→ EXTRACTED MATERIAL:
□ □ □ □

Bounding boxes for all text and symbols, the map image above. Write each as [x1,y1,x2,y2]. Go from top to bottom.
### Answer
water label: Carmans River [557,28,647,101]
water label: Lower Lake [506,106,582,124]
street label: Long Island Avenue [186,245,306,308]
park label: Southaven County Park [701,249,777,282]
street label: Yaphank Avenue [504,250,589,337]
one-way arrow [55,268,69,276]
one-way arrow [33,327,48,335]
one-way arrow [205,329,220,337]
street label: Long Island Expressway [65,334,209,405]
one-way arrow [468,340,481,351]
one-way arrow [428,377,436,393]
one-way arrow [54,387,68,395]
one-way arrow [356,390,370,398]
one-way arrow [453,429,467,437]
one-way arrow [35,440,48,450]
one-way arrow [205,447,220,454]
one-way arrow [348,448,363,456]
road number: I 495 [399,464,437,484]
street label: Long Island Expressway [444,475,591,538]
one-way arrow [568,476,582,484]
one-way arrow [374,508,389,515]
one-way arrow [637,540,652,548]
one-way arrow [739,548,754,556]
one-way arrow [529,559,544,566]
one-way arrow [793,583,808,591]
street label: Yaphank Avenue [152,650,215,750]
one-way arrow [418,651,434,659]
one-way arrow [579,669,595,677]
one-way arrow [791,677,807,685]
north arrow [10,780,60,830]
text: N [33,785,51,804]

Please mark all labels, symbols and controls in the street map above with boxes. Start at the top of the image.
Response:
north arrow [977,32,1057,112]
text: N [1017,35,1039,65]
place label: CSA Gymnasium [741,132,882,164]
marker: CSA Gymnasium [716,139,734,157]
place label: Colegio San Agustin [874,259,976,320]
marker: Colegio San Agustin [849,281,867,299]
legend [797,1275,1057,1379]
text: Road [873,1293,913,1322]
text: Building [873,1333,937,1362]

□ □ □ □

→ WHAT TO PRODUCE:
Restate all of the material exactly.

→ TASK RESPONSE:
Bounding boxes for all text and symbols, the map image above. Write each as [x1,y1,x2,y2]. Go from top to bottom.
### Answer
water label: Carmans River [557,28,647,101]
water label: Lower Lake [506,106,582,124]
street label: Long Island Avenue [186,245,306,308]
park label: Southaven County Park [701,249,777,282]
street label: Yaphank Avenue [504,250,589,337]
one-way arrow [55,268,69,276]
one-way arrow [33,327,48,335]
one-way arrow [205,329,220,337]
street label: Long Island Expressway [65,334,209,405]
one-way arrow [468,340,481,351]
one-way arrow [428,377,436,393]
one-way arrow [54,387,68,395]
one-way arrow [356,390,370,398]
one-way arrow [453,429,467,437]
one-way arrow [35,440,48,450]
one-way arrow [205,447,220,454]
one-way arrow [348,448,363,456]
road number: I 495 [399,464,437,484]
street label: Long Island Expressway [444,475,591,538]
one-way arrow [568,476,582,484]
one-way arrow [374,508,389,515]
one-way arrow [637,540,652,548]
one-way arrow [739,548,754,556]
one-way arrow [529,559,544,566]
one-way arrow [793,583,808,591]
street label: Yaphank Avenue [152,650,215,750]
one-way arrow [418,651,434,659]
one-way arrow [579,669,595,677]
one-way arrow [791,677,807,685]
north arrow [10,780,60,830]
text: N [33,785,51,804]

Please mark all labels, symbols and controls in the street map above with boxes. Start at the top of the image.
Response:
north arrow [977,32,1057,112]
text: N [1017,35,1039,65]
place label: CSA Gymnasium [741,132,882,164]
marker: CSA Gymnasium [716,139,734,157]
place label: Colegio San Agustin [874,259,976,320]
marker: Colegio San Agustin [849,281,867,299]
legend [797,1275,1057,1379]
text: Road [873,1293,913,1322]
text: Building [873,1333,937,1362]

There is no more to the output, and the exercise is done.